**Problem statement:** Count the lines in the following data that include "Maiz". Please write only the number.

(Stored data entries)
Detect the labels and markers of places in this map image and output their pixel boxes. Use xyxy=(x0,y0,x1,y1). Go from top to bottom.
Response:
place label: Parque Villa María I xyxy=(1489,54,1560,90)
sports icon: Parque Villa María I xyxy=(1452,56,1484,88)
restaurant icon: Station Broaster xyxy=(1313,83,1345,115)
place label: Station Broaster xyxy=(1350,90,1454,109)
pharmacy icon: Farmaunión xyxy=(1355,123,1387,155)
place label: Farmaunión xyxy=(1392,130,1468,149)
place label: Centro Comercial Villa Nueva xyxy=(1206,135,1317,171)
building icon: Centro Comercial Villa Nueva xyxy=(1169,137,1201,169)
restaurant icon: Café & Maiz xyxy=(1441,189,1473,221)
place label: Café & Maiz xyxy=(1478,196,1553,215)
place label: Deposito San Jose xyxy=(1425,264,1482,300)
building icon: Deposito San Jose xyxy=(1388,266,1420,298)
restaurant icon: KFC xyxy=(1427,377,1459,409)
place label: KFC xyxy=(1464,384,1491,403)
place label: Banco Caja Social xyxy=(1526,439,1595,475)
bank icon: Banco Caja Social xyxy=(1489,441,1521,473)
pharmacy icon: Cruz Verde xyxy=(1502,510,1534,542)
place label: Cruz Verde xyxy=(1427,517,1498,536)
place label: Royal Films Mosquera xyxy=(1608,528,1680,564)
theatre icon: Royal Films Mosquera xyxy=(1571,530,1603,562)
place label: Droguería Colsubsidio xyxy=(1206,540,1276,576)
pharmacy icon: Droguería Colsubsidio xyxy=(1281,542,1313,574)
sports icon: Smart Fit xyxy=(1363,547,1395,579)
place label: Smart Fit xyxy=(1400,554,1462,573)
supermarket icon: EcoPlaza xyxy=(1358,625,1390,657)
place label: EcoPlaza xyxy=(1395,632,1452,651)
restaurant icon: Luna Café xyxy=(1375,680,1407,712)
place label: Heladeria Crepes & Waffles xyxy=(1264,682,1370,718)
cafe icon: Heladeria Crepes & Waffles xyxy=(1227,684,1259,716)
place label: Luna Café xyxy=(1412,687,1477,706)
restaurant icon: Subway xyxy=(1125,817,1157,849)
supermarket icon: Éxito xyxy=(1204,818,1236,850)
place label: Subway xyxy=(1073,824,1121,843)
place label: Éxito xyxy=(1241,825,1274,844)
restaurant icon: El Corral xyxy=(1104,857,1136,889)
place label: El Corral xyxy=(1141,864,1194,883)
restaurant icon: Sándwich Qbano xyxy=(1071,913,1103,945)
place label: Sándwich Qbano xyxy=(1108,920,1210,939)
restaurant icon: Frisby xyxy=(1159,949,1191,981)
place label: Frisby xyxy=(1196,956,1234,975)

**Task answer:** 2